Erasmus of Rotterdam, a Dutch philosopher, humanist, one of the greatest scholars of the Northern Renaissance, was born on October 28, 1469

Erasmus of Rotterdam became an iconic figure of his era not only for his contribution to the development of the ideas of humanism. He was a scholar who excelled in almost every field: philosophy, mythology, political science and sociology. He transcended his time and shaped the development of many sciences, drawing his strength for scientific achievement from his travels.
The scientific journey of Erasmus of Rotterdam began with the principles of philology: as a child Gerhard Gerhards (the real name of the scholar) developed an interest in antiquity, which only grew stronger over the years and eventually bore fruit. The researcher spent many years collecting, translating, and interpreting the works of ancient writers. This resulted in countless translations of many books, including an edition of the works of ancient Greek tragedian Euripides, and ancient Greek satirist and the first fiction writer Lucian.

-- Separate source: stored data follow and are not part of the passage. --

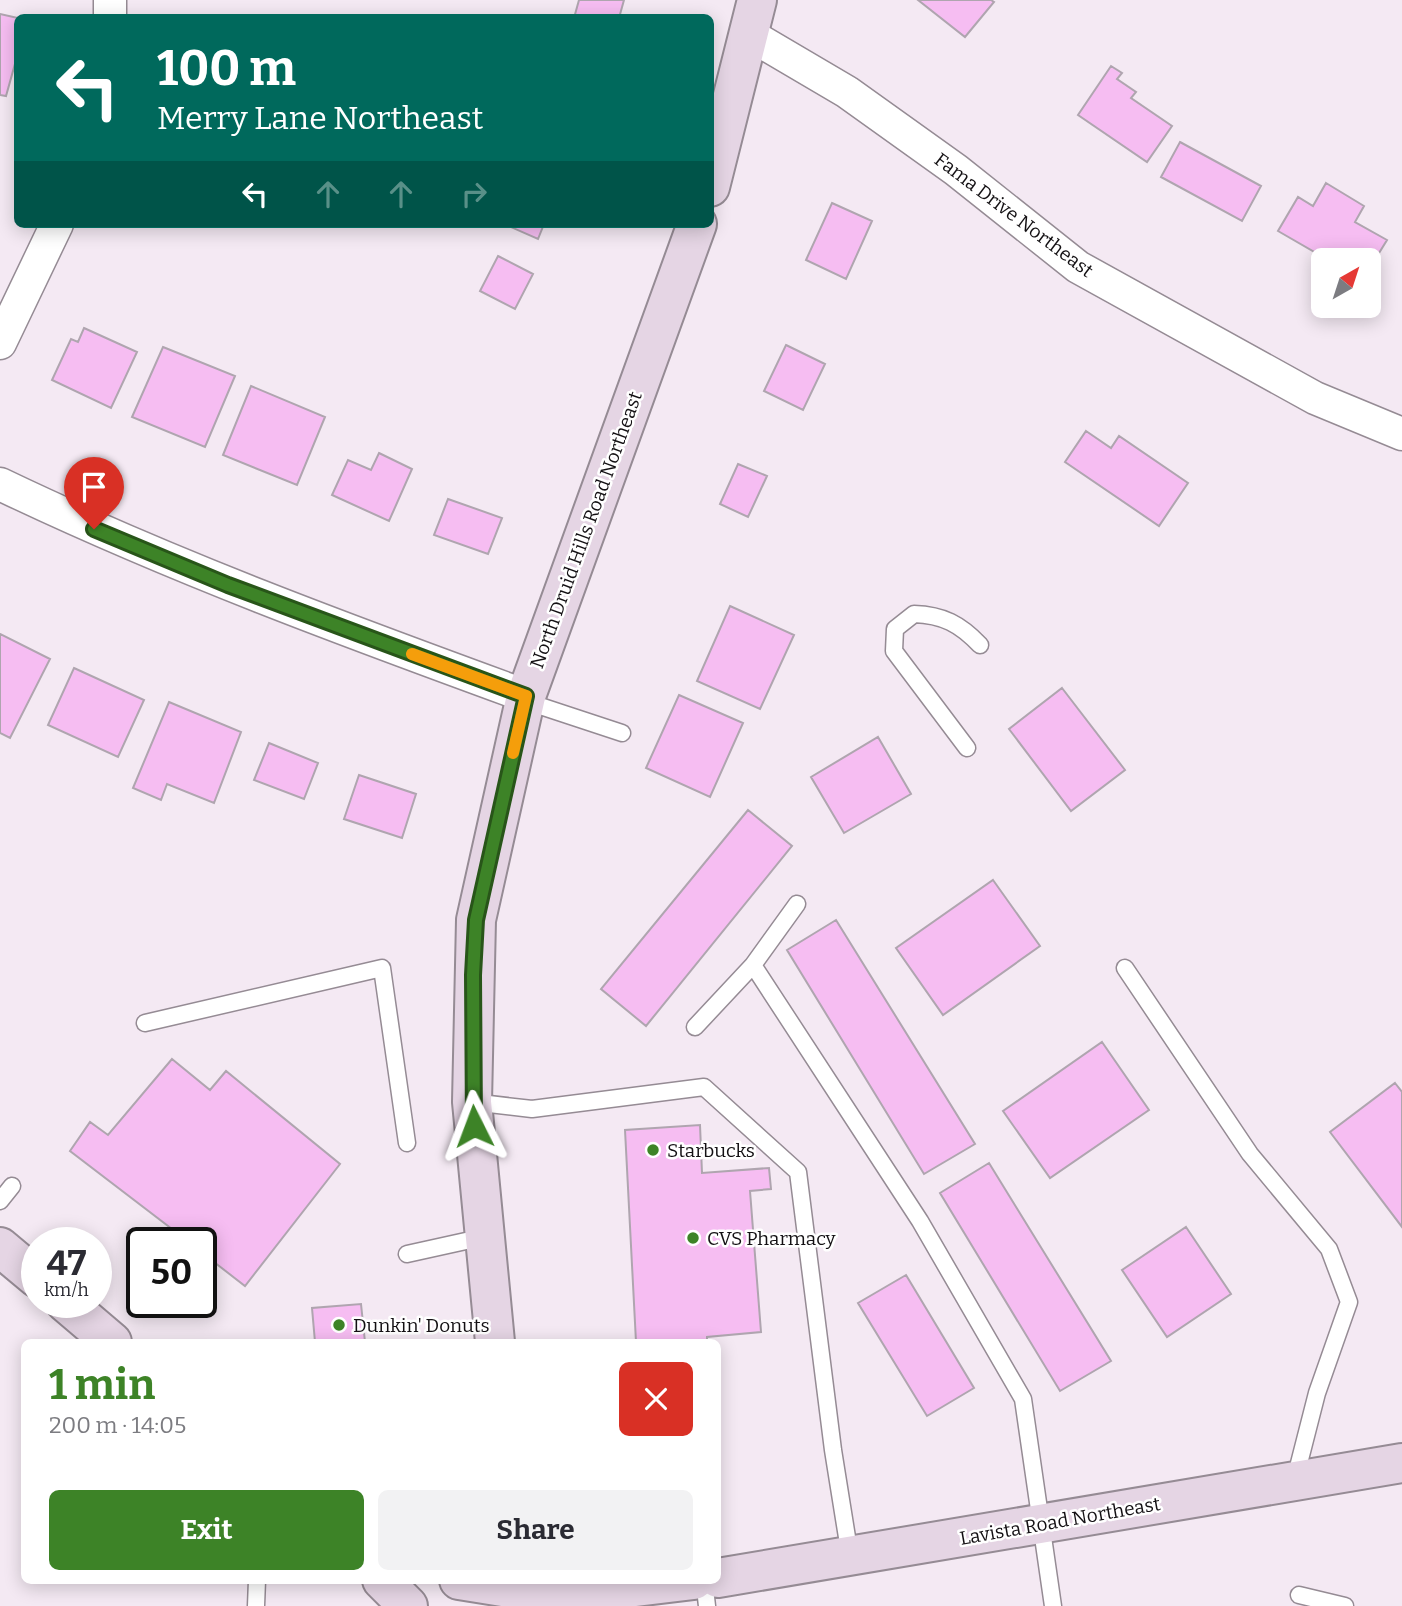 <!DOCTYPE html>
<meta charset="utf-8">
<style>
:root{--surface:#fff;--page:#f2f2f3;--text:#2b2b33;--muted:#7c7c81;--accent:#3d8327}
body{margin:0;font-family:Bitter,serif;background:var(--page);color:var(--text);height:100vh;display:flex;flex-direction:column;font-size:26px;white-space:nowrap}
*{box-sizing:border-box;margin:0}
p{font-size:23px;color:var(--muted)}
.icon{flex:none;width:38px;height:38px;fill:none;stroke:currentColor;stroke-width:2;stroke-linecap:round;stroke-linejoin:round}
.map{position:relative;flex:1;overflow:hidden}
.side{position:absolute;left:21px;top:1339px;width:700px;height:245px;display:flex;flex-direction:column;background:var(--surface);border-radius:10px;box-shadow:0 4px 18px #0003}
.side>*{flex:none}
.banner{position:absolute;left:14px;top:14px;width:700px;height:214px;border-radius:10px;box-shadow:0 4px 18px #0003;background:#00695c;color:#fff;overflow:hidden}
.needle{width:46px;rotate:39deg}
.fabs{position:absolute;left:1311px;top:248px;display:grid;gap:14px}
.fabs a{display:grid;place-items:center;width:70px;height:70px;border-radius:10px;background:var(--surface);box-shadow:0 4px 18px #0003;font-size:35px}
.speed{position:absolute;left:21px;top:1227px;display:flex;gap:14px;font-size:35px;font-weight:700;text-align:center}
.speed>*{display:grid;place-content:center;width:91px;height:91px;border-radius:50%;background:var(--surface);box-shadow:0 4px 18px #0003;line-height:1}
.speed small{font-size:18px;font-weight:400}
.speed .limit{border:4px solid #111;border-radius:10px;background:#fff;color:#111}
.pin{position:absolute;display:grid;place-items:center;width:60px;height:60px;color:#fff;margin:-72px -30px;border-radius:50% 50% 50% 0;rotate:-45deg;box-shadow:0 0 7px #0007}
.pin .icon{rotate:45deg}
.me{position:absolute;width:77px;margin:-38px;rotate:357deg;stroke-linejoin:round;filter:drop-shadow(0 0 5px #0008)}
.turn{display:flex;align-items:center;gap:24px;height:147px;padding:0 28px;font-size:32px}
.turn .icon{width:91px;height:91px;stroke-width:2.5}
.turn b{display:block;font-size:49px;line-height:60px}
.lanes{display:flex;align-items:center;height:66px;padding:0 28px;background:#0003;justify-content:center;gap:35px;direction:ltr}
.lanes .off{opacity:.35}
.round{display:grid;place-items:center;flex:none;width:74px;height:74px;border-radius:10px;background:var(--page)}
.head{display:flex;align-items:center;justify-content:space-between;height:119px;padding:0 28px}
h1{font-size:42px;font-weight:700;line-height:52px;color:var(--accent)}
.button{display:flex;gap:14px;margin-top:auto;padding:14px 28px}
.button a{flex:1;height:80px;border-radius:10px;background:var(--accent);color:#fff;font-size:28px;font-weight:700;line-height:80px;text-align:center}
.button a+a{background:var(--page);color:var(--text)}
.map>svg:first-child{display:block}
</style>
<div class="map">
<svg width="1402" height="1606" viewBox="0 0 1402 1606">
<rect width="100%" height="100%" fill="#f4e9f3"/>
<path fill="#f6bdf2" stroke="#afa5af" stroke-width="2" d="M579,0h45l-5,18h-45z
M918,0h73l3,2 -29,35z
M0,14l18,4v35l-12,43 -6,-1z
M1111,66l11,7 -5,6 19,13 -5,6 41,28 -25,36 -69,-47z
M1180,142l81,44 -19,35 -81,-44z
M1326,183l38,23 -9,16 32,18 -19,31v-10h-38l-52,-30 20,-34 15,9z
M832,203l40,18 -26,58 -40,-19z
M504,224h40l-6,15z
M498,256l35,18 -18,35 -35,-18z
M84,328l53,24 -26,56 -59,-28 19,-41 7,3z
M786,345l39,19 -22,46 -39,-19z
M163,347l72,29 -30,71 -73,-30z
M251,386l74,31 -28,68 -74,-30z
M1086,431l25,17 8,-12 69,47 -29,43 -94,-64z
M379,453l33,16 -23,52 -57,-26 16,-35 23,10z
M738,464l29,12 -19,41 -28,-13z
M448,499l54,19 -14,36 -54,-19z
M730,606l64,29 -34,74 -63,-28z
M0,634l50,25 -40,79 -10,-5z
M74,668l70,32 -26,57 -70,-32z
M1062,688l63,82 -54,41 -62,-82z
M679,695l64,28 -33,74 -64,-29z
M169,702l72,30 -27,71 -47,-19 -6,16 -28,-12z
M878,737l33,57 -67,39 -33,-56z
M269,743l49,20 -14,36 -50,-19z
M359,775l57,19 -14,44 -58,-19z
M748,810l44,36 -146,180 -45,-37z
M993,880l47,66 -97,69 -47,-67z
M836,920l139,224 -51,30 -137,-224z
M1102,1042l47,68 -99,68 -47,-67z
M172,1059l38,31 16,-19 114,93 -95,122 -44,-34v-10h-12l-119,-91 20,-29 18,13z
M1395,1083l7,9v135l-72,-95z
M700,1125l2,48 67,-5 2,21 -21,2 11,141 -54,5v5h-71l-11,-212z
M989,1163l122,198 -51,30 -120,-198z
M1186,1227l45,67 -64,43 -45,-67z
M906,1275l68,113 -47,28 -69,-113z
M361,1304l4,38h-50l-3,-34z"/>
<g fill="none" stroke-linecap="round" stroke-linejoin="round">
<defs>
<path id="service" d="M525,701l97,32
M967,748l-73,-97 1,-22 19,-15c29,1 46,10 66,31
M797,904l-44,61 167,256 103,178 30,207
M1125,968l125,186 79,95 20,53 -32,91 -22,86
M145,1023l237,-55 25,175
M695,1027l58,-62
M472,1102l60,7 172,-22 94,85 35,278 17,106
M0,1201l12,-15
M407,1254l77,-17
M704,1580l3,26
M1299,1595l46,11
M256,1606l1,-26"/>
<path id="minor" d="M110,18v-18
M750,35l97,57 109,78 122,97 237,131 87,36
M0,343l57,-119
M0,484c171,82 348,147 526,212"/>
<path id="secondary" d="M710,187l47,-187
M0,1247l37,31
M65,1302l47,40
M495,1342l-23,-240 4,-182 50,-224 171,-472
M718,1578l684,-115
M382,1580l26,26
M459,1580l100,16 135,-16"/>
</defs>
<use href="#service" stroke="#958b94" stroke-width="19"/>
<use href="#minor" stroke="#958b94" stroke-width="35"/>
<use href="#secondary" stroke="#958b94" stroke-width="42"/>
<use href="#service" stroke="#fff" stroke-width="16"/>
<use href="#minor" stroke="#fff" stroke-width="32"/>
<use href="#secondary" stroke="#e5d5e4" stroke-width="38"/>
</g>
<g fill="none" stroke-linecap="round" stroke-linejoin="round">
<defs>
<path id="route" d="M94,529l134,56 298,111 -50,224 -3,55 1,151"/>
</defs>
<use href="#route" stroke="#285519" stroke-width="18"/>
<use href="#route" stroke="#3d8327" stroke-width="12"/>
<path stroke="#f59e0b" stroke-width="12" d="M412,654l114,42 -13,57"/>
</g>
<g fill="#3d8327" stroke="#fff" stroke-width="2.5">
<circle cx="653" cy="1150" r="7"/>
<circle cx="693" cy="1238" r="7"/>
<circle cx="339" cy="1325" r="7"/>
</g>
<g text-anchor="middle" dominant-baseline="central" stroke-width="5" stroke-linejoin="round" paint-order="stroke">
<g font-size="19" fill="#131013" stroke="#fff">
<text transform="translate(1014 215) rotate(37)">Fama Drive Northeast</text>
<text transform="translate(586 530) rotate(-70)">North Druid Hills Road Northeast</text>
<text transform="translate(1060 1521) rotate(-10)">Lavista Road Northeast</text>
</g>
<g font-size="19" fill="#131013" stroke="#fff" text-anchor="start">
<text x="667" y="1150">Starbucks</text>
<text x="707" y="1238">CVS Pharmacy</text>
<text x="353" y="1325">Dunkin' Donuts</text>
</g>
</g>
</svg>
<div class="fabs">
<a><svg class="needle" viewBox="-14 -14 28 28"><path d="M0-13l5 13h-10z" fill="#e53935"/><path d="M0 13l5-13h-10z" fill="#7c7c81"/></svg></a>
</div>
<div class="speed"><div>47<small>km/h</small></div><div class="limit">50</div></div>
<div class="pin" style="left:94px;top:529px;background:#d93025"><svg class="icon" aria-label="arrive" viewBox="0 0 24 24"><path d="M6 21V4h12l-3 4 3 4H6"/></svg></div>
<svg class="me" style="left:474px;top:1126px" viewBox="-20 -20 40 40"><path d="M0-17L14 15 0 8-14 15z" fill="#3d8327" stroke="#fff" stroke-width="4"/></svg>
<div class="banner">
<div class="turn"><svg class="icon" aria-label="left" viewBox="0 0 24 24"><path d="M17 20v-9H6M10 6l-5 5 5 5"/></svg><div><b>100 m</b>Merry Lane Northeast</div></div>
<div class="lanes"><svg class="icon" aria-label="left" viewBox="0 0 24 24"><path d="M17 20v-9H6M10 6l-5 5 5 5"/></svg><svg class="icon off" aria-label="ahead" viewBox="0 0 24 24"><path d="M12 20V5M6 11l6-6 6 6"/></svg><svg class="icon off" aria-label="ahead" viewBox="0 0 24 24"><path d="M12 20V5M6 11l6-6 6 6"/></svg><svg class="icon off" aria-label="right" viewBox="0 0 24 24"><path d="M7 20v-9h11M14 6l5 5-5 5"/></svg></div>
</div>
<section class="side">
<div class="head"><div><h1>1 min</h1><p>200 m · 14:05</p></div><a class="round" style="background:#d93025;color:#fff"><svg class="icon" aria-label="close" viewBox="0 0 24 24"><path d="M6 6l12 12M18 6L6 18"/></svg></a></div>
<div class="button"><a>Exit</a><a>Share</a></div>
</section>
</div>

His parents had been preparing their son to become a priest since childhood, but Gerhard chose a somewhat different path. His other line of work was the scientific study and interpretation of the Gospels as well as Epistles of the Holy Apostles. He was later found to have laid a solid foundation for the emergence of Protestantism within the Christian religion.

The third focus of the scholar is pedagogy. Erasmus of Rotterdam is recognized as the founder of humanistic pedagogy. He embodied his basic concepts in such works as: "On the Initial Education of Children," "On the Welfare of Children," "Conversations," "The Method of Teaching," and "The Way to Write Letters." The scholar believed that every child deserves a respectful attitude and comprehensive education. There is a whole world with a spark of God within each child. Erasmus also formulated his approach to education: he believed that languages (Latin and Greek) should be taught initially, because learning languages is fast and effective precisely at a child's age.


Erasmus of Rotterdam was also a famous writer; however, this recognition did not come to him immediately, but by the age of thirty. He was so popular that often his manuscripts were printed without informing the author. Thus, his famous "Friendly Conversations" grew out of a small pamphlet entitled "Formulas for Ordinary Conversations." 

Even contemporary writers could envy the speed at which Erasmus’ books were republished: "The Weapon of the Christian Warrior" had more than fifty editions during his lifetime alone, and "Friendly Conversations" had about ninety. Later, his " In Praise of Folly " sold tens of thousands of copies. 

Such success and recognition by society are the result of Erasmus’ dedication and hard work; and his desire for peace and mutual respect brought him world fame and inscribed his name in history.